ATA Insists on CSA Changes

FMCSA Is Now ‘Unresponsive,’ Federation Says
By Howard Abramson, Editorial Director

This story appears in the May 28 print edition of Transport Topics.

ST. PETERSBURG, Fla. — Trucking’s leading advocacy group signaled growing unhappiness with the Federal Motor Carrier Safety Administration’s handling of its new safety regime, and told the agency it needed to be more responsive to the industry.

After a meeting of its top leadership here last week, American Trucking Associations said the agency needs to fix issues that carriers have raised over various portions of the Compliance, Safety Accountability program, and to correct errors in its fleet safety ratings.

And unless improvements are made, the group warned that it would “explore all avenues” to get CSA modified.



ATA President Bill Graves said that after supporting the agency and its safety program through several years of planning and implementation, “recently our members have become concerned that the agency has become increasingly unresponsive, even in the face of data and logic.”

In a statement after its May 22 meeting, the group said, “ATA’s board and members said the unreliability of CSA scores, the loose or, at times, inverse connection to crash risk, as well as FMCSA’s unwillingness to frankly discuss the program’s weaknesses is very troubling and needs to be addressed.”

The group stressed that it continued to support the goals and objectives of CSA but is concerned that FMCSA is focusing on issues that are not true indicators of safety performance.

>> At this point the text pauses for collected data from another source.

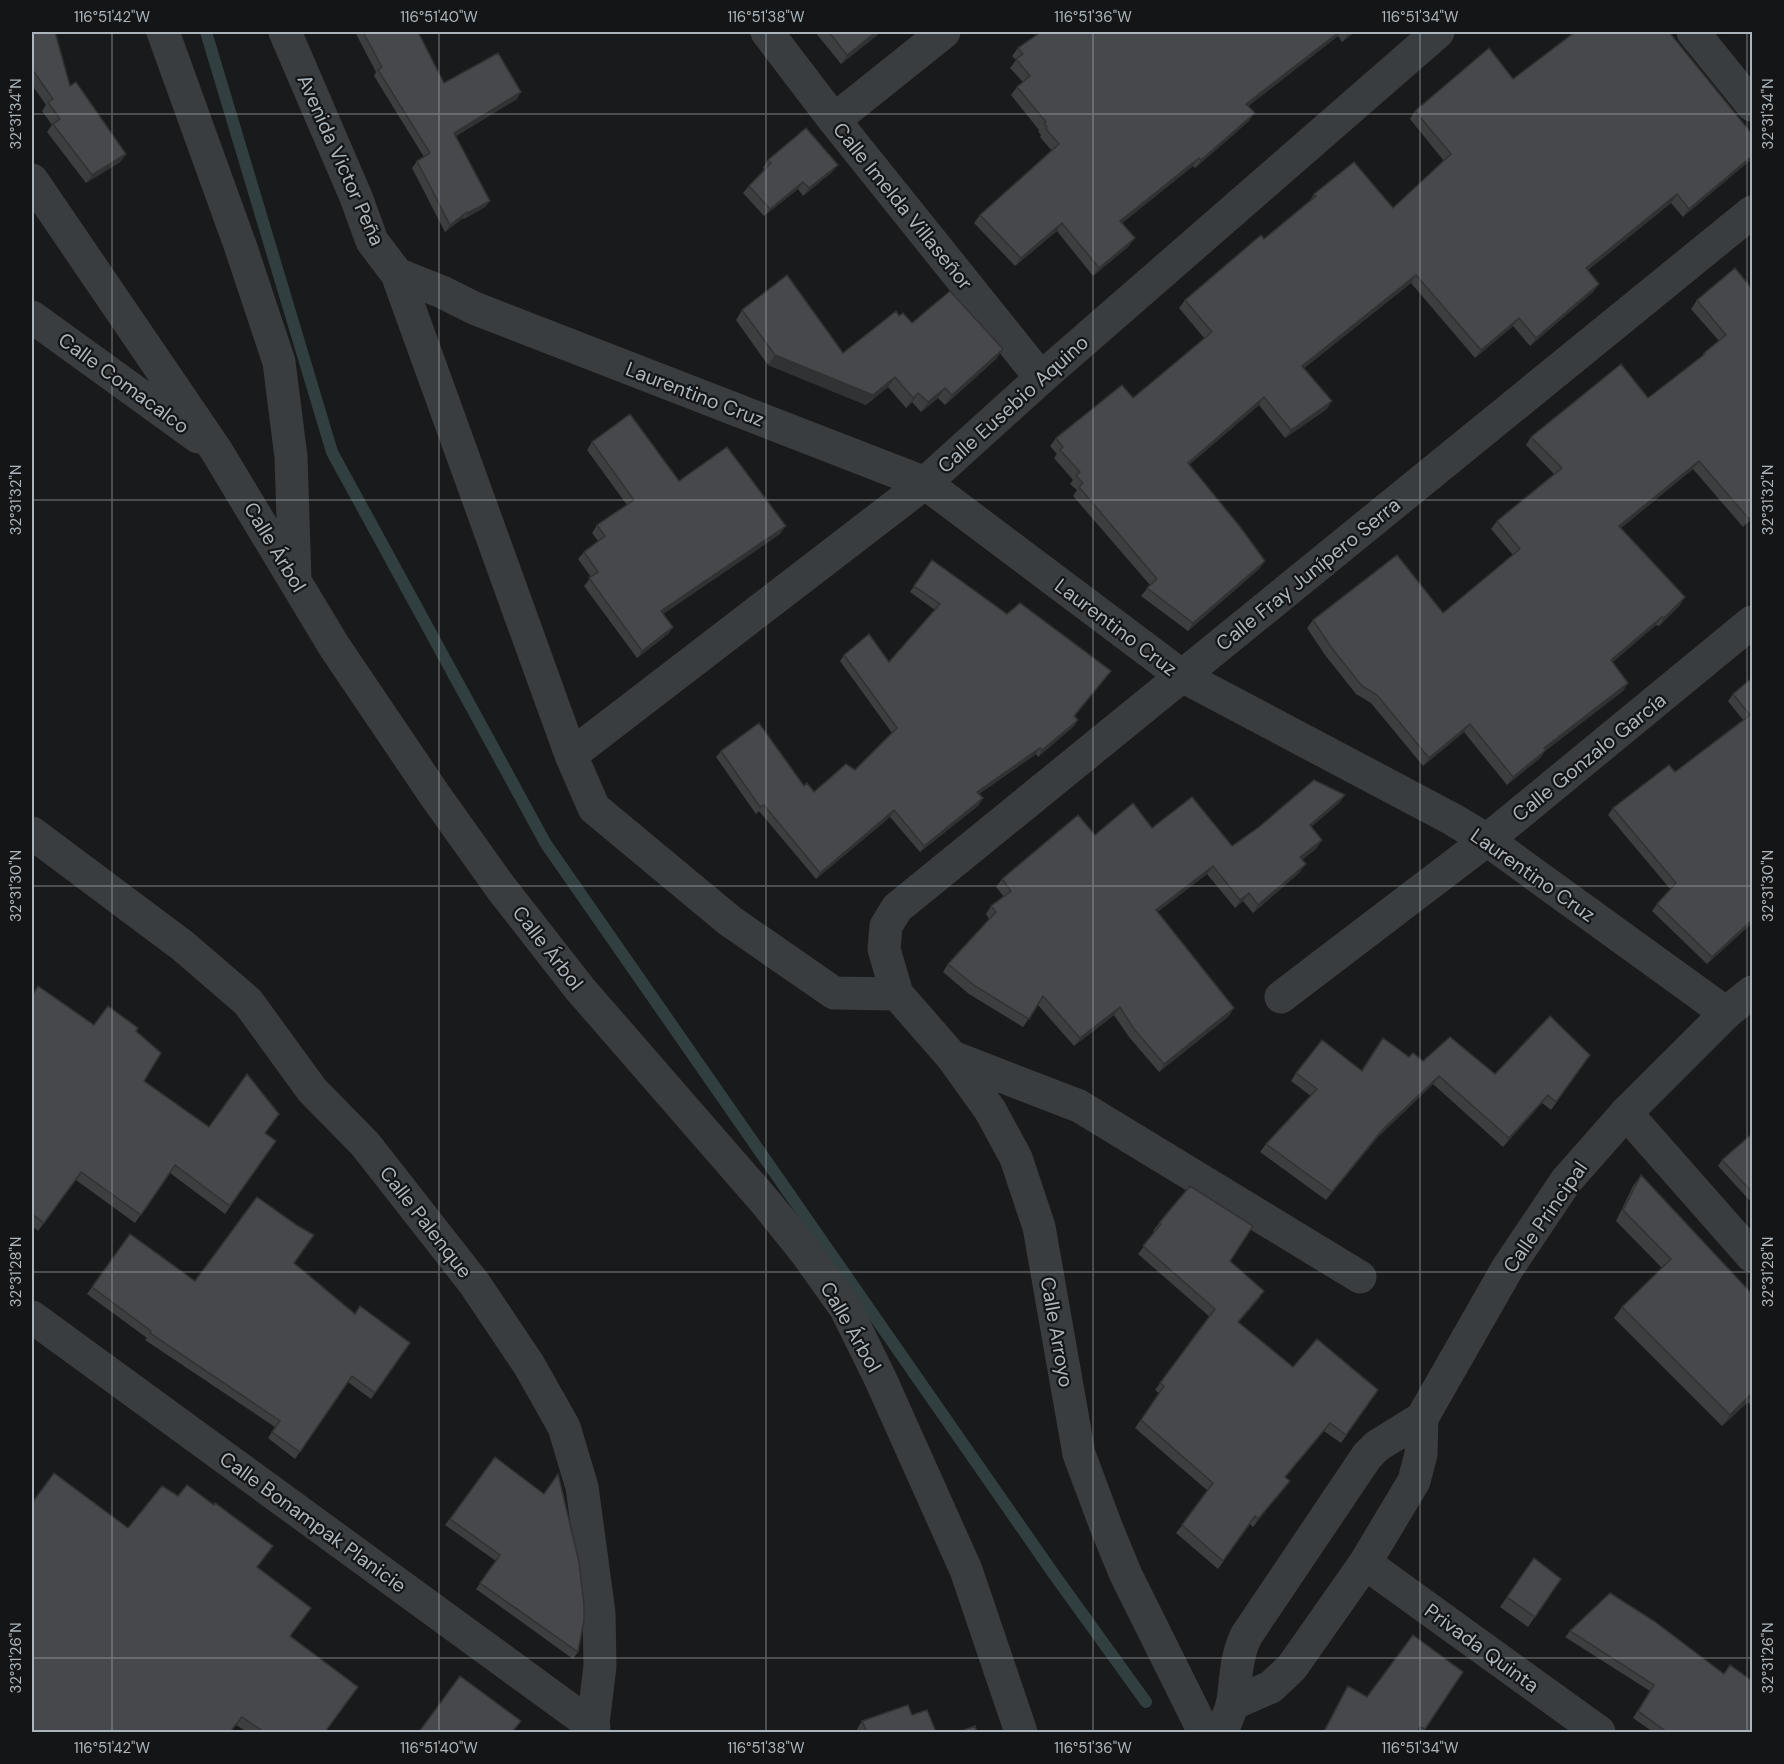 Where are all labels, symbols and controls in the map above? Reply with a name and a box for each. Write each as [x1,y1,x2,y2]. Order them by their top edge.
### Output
text: 116°51'42"W [74,7,150,27]
text: 116°51'40"W [400,7,478,27]
text: 116°51'38"W [727,7,805,27]
text: 116°51'36"W [1054,7,1132,27]
text: 116°51'34"W [1382,7,1459,27]
street label: Avenida Victor Peña [292,70,390,250]
text: 32°31'34"N [6,78,26,150]
text: 32°31'34"N [1758,78,1778,150]
street label: Calle Imelda Villaseñor [827,117,979,295]
street label: Calle Comacalco [53,327,195,439]
street label: Calle Eusebio Aquino [932,329,1094,479]
street label: Laurentino Cruz [622,356,768,432]
text: 32°31'32"N [6,465,26,535]
text: 32°31'32"N [1758,465,1778,535]
street label: Calle Fray Junípero Serra [1210,491,1406,657]
street label: Calle Árbol [238,497,312,597]
street label: Laurentino Cruz [1050,573,1182,681]
street label: Calle Gonzalo García [1507,687,1671,827]
street label: Laurentino Cruz [1466,822,1600,928]
text: 32°31'30"N [6,850,26,922]
text: 32°31'30"N [1758,850,1778,922]
street label: Calle Árbol [507,900,589,996]
street label: Calle Principal [1497,1156,1593,1278]
street label: Calle Palenque [374,1161,478,1283]
text: 32°31'28"N [6,1237,26,1307]
text: 32°31'28"N [1758,1237,1778,1307]
street label: Calle Arroyo [1035,1275,1079,1389]
street label: Calle Árbol [815,1277,887,1377]
street label: Calle Bonampak Planicie [215,1445,411,1599]
street label: Privada Quinta [1420,1598,1544,1698]
text: 32°31'26"N [6,1622,26,1694]
text: 32°31'26"N [1758,1622,1778,1694]
text: 116°51'42"W [74,1738,150,1758]
text: 116°51'40"W [400,1738,478,1758]
text: 116°51'38"W [727,1738,805,1758]
text: 116°51'36"W [1054,1738,1132,1758]
text: 116°51'34"W [1382,1738,1459,1758]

FMCSA had little official comment on ATA’s stance, other than a statement that the agency would “welcome ATA’s continued output” concerning CSA.

However, FMCSA Administrator Anne Ferro disputed ATA’s claims in an interview May 23 with a reporter for The Trucker newsletter, saying, “We have been very open about what we are doing and about accepting input from industry stakeholders, law enforcement and drivers.”

ATA Chairman Dan England said that, while the group continues to endorse the goals of CSA, “it is becoming increasingly clear that parts of the program are in need of serious revision, particularly before FMCSA begins using them to generate publicly available fitness scores” for carriers.

Rob Abbott, ATA’s vice president of safety, said May 25 that the group’s stance “reflects frustration on the part of our members.”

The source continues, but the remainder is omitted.